Book Review: The Millionaire Zone by Jennifer Openshaw
The word “millionaire” has always conjured up images of the good life—sitting by the pool sipping margaritas, having our driver Charles bring the car around for our Sunday drive in the country. Of course a million hasn’t really bought you this life since the days of The Great Gatsby, but nevertheless few of us would turn our noses up at being millionaires. Given the negative savings rates in this country, a million dollars is still significant wealth to most of us, and a goal worth pursuing. Financial writer and successful entrepreneur Jennifer Openshaw’s new book The Millionare Zone aims to get us there.
While The Millionaire Zone is subtitled “Seven Winning Steps to a Seven Figure Fortune,” I’d submit that the book preaches that there’s really only one step that matters: working for yourself. While some of the advice here is directed to those still working for The Man, the message is that you’ll rarely get rich on someone else’s payroll. The Millionaire Zone‘s seven steps, therefore, are really about how to start your own business and make the serious money that millionaires enjoy. I could quibble with some of the Seven Steps—not so much the advice but the gimmick of forcing the advice into a seven-step framework. What’s the difference between “Wiring your LifeNet” and tapping into your “Home Zone” again? It’s not always clear. But this is how books are sold; they know you’re more likely to buy if you believe that you can follow a step-by-step formula versus just getting a lot of great advice. So I won’t quibble—I’ll just tell you where the great advice lies.
Openshaw’s bedrock advice is to consistently look to your LifeNet for support, ideas, and contacts as you pursue success. Initially I scoffed at the term LifeNet as just a new way to talk about networking, but the word “networking” tends to mean mostly those you’ve exchanged business cards with, while Openshaw’s LifeNet is more about tapping into everyone you know, even those—or especially those—in your family and friends who can help you or who know someone who can.
Few of us ever take the time to really sit down and think about all the people who are close to us or who have been close to us in the past, and think about what they do, who they know, and how they might be able to help us. After all, if the people who know and love you the most won’t give you a hand, who will? I liked the idea of diagramming out your network, and of not being afraid to simply come out and ask if anyone knows how to buy an investment property, or has a contact in retail wholesaling, or is familiar with the ins and outs of buying advertising, etc.
Openshaw’s advice on expanding then working within your comfort zone is also solid. We all want to stay in our comfort zone, so it’s often helpful to expand your comfort zone to maximize opportunities, and to start new ventures that are related to what you already know or are passionate about.
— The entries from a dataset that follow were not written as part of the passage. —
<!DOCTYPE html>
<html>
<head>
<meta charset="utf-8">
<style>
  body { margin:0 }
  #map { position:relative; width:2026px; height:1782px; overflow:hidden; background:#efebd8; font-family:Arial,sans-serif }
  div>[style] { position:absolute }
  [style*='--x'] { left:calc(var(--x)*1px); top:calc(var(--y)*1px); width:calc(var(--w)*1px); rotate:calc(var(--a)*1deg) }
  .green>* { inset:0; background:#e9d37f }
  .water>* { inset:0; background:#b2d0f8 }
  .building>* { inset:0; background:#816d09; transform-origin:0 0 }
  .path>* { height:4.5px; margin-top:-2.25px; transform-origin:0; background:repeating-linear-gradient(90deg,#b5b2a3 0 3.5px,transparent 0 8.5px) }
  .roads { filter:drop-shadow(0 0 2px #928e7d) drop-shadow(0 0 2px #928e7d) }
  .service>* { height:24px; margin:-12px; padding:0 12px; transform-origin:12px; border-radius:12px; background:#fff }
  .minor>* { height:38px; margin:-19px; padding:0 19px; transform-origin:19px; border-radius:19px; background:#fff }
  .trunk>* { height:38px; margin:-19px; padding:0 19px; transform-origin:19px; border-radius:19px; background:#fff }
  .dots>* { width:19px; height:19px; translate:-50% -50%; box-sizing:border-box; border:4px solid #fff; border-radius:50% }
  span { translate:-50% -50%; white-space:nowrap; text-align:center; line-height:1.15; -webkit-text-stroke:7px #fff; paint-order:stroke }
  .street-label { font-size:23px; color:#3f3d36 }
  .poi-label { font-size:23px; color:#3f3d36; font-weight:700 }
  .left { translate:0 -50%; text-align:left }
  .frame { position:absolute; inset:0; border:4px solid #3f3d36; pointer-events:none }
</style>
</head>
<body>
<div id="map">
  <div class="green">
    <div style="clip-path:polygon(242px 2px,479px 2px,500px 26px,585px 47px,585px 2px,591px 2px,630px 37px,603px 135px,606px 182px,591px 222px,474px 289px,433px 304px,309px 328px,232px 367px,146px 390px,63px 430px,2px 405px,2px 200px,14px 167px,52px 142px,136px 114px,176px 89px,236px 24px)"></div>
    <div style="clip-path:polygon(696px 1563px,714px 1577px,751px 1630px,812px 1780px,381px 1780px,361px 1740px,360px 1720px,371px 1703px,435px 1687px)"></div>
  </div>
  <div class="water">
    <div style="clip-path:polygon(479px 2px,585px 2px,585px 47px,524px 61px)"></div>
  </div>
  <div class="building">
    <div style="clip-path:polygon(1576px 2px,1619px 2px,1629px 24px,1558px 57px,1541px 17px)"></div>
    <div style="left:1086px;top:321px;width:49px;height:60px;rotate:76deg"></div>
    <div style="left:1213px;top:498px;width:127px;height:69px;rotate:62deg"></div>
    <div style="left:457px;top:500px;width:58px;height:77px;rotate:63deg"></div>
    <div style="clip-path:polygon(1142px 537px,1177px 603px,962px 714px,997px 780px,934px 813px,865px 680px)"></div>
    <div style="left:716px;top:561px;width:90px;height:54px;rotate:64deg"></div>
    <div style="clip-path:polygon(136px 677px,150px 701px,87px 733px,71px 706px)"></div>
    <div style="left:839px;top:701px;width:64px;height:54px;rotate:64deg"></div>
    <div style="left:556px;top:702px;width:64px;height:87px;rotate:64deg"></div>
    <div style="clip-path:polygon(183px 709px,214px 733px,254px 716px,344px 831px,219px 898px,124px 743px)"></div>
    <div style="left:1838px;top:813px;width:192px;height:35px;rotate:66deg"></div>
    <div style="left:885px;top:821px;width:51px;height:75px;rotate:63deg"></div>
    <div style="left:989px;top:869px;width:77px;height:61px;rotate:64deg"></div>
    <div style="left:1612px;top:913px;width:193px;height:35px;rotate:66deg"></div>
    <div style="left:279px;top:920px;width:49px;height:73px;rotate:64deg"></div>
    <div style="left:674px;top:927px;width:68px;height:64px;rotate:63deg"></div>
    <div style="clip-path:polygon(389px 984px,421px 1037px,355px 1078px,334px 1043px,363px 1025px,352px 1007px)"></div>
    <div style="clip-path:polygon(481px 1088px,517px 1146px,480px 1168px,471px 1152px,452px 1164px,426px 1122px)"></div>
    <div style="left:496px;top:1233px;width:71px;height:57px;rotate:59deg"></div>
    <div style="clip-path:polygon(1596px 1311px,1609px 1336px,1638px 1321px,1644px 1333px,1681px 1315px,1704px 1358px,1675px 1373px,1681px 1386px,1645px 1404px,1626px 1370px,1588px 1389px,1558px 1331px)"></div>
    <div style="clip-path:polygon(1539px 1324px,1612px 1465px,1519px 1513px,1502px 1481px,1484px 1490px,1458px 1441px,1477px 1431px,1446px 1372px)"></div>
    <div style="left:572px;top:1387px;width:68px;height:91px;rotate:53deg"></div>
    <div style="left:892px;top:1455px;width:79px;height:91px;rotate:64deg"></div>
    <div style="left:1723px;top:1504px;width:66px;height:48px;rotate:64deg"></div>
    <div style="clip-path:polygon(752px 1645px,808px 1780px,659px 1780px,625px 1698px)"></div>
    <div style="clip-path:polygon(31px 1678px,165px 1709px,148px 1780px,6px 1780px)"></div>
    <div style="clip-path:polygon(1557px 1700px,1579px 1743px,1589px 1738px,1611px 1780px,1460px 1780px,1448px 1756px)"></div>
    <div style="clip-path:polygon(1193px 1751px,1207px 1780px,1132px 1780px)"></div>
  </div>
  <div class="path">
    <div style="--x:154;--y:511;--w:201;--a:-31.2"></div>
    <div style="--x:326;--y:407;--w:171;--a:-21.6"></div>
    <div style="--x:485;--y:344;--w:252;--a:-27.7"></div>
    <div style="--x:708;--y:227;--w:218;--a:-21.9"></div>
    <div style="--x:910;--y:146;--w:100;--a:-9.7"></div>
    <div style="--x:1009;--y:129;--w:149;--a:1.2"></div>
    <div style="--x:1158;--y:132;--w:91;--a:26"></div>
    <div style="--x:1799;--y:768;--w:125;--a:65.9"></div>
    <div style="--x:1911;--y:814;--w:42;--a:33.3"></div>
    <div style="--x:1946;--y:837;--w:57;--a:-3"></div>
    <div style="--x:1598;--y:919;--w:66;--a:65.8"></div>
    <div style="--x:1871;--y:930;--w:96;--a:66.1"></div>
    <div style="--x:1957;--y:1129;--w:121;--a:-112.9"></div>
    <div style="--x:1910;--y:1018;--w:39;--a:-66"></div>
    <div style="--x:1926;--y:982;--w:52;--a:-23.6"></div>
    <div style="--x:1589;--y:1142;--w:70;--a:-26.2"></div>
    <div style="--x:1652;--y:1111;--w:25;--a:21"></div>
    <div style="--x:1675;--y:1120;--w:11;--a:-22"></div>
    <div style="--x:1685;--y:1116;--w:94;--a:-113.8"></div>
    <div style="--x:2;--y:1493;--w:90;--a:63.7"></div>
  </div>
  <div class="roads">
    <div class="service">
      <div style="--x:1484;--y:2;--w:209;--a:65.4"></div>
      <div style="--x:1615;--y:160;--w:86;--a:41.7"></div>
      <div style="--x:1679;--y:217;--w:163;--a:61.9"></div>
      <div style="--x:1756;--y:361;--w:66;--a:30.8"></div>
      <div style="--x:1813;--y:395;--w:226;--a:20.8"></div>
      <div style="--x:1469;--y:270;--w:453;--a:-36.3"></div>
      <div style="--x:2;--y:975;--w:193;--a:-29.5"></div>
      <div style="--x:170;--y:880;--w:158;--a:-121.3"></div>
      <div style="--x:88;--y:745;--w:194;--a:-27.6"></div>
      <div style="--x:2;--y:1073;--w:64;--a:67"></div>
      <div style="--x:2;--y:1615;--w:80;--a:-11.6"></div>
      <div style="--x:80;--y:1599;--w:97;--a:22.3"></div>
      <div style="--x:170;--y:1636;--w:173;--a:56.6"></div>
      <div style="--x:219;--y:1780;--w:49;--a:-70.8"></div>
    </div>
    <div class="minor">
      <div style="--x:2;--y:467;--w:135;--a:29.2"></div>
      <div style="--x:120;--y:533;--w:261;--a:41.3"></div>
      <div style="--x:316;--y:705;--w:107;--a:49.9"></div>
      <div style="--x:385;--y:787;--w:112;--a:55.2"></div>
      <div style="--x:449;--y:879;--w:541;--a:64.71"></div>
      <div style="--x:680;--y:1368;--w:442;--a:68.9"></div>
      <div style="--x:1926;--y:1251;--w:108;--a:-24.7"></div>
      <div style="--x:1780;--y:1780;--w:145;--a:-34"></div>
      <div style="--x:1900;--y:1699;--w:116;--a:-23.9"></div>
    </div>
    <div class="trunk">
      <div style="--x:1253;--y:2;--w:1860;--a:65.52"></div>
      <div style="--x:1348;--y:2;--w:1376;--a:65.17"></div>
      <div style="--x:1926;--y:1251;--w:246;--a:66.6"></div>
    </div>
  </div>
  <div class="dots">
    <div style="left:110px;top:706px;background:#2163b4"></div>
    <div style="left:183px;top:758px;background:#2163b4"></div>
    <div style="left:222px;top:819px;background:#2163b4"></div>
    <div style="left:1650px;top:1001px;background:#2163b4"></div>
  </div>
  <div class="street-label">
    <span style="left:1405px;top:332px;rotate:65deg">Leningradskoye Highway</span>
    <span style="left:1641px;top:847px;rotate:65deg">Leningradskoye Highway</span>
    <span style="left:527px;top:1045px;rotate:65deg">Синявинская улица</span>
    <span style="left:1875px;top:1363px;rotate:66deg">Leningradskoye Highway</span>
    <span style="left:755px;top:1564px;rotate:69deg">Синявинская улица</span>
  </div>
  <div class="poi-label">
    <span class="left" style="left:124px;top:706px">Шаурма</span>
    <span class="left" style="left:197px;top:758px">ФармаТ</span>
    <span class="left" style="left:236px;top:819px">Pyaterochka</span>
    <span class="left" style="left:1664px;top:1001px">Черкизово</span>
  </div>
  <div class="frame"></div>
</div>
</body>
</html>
After all, it’s easier for a software developer to start a software consulting business than it is for that software developer to own a NASCAR racing team.
There is also some good advice here about figuring out if the ideas you have are the basis for a multimillion dollar company or simply ideas for an interesting hobby, and then how to push forward the winning ideas.
Some of the advice is clunkier. “Turning Rejection Into Opportunity” sounds good, but the examples here don’t so much show how to exploit a rejection for gain as much as they simply tell you to keep trying and your opportunities will come. (Although to be fair those opportunities sometimes come via references from the same people that rejected you earlier.)
Openshaw provides profiles of both the super-rich and the much more modestly rich in illustrating her ideas. For me, the profiles of outrageously successful people like Warren Buffett or Steve Jobs could have been left out in favor of more from the smaller scale (yet still very lucrative) success stories that Openshaw cites throughout the book. Trying to compare ourselves to larger-than-life business titans can be intimidating and might stop us from even taking the first step, thinking we could never be like them. But telling us about the divorced mother who used past job experience to start a human resources consulting firm is more likely to get us to say “I could do that.”
In the end, getting you to say “I can do it” is what The Millionaire Zone is all about, and it definitely accomplishes that goal. If you’re looking for the motivation to make a serious financial change in your life, The Millionaire Zone will give you the kick in the pants you need.